Stored data entries
_ _ _ _ _ _ _
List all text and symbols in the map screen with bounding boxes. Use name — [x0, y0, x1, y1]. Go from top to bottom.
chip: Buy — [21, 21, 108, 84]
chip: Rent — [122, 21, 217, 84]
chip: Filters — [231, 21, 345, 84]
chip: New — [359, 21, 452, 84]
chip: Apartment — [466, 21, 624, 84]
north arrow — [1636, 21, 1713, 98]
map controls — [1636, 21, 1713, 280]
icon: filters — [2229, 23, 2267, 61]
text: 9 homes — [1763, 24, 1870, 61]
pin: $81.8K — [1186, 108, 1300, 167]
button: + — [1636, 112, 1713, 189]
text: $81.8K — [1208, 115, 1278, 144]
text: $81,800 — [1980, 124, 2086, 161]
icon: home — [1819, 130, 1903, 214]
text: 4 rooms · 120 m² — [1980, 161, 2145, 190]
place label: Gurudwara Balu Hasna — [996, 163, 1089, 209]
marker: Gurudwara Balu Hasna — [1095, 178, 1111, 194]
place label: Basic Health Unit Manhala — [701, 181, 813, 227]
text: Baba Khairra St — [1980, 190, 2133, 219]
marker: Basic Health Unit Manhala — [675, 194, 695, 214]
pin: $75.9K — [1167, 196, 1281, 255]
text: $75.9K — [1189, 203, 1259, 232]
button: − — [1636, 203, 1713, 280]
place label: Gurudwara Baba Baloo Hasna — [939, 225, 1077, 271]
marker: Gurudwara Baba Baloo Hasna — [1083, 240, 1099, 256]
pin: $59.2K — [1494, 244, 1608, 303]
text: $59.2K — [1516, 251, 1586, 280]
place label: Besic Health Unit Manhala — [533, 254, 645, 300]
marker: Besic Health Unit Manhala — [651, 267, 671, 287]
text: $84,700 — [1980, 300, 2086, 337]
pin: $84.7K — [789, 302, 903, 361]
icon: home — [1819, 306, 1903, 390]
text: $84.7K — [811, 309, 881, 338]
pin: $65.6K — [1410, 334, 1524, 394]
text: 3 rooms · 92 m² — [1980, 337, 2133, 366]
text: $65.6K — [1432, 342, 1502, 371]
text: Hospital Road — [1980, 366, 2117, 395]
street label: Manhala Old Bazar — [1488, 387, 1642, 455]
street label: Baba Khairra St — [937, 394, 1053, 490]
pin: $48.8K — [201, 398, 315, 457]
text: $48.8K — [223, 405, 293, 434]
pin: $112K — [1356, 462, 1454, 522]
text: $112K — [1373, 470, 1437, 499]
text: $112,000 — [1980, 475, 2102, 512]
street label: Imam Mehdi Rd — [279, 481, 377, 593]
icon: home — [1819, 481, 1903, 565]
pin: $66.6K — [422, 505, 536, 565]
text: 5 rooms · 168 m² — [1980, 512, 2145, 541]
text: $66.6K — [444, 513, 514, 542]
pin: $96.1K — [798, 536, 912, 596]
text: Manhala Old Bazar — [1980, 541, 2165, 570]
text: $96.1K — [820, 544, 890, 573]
_ _ _ _ _ _ _
Using the data above, show each line where "place" occurs.

> **Solution for this exercise**:
place label: Gurudwara Balu Hasna — [996, 163, 1089, 209]
place label: Basic Health Unit Manhala — [701, 181, 813, 227]
place label: Gurudwara Baba Baloo Hasna — [939, 225, 1077, 271]
place label: Besic Health Unit Manhala — [533, 254, 645, 300]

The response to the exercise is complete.